Top of Raw data

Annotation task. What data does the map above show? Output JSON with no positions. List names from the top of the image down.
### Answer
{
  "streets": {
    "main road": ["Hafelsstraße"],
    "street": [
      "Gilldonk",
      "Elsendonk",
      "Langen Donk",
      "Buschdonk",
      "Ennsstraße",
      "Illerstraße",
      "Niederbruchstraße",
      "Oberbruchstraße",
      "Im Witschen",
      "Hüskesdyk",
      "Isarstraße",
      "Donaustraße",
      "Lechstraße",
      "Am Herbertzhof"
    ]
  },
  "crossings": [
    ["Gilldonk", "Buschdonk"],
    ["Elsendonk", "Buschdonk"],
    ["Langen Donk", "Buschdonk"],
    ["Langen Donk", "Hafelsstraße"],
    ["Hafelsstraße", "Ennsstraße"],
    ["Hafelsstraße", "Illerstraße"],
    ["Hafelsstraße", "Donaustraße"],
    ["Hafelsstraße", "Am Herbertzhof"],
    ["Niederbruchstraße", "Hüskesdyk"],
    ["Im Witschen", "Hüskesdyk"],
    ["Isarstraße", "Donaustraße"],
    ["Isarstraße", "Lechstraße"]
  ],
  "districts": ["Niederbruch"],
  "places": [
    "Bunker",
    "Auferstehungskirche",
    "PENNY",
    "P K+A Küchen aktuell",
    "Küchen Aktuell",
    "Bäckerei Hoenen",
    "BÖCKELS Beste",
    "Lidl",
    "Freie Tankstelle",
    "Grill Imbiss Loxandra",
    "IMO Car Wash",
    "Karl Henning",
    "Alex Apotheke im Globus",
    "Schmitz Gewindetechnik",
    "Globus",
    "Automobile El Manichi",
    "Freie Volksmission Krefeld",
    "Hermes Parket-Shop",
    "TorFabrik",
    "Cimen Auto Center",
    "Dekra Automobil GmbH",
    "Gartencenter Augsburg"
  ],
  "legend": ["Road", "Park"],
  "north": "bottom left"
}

Bottom of Raw data

What lines in the data above contain the word "Langen"? Copy them all.

      "Langen Donk",
    ["Langen Donk", "Buschdonk"],
    ["Langen Donk", "Hafelsstraße"],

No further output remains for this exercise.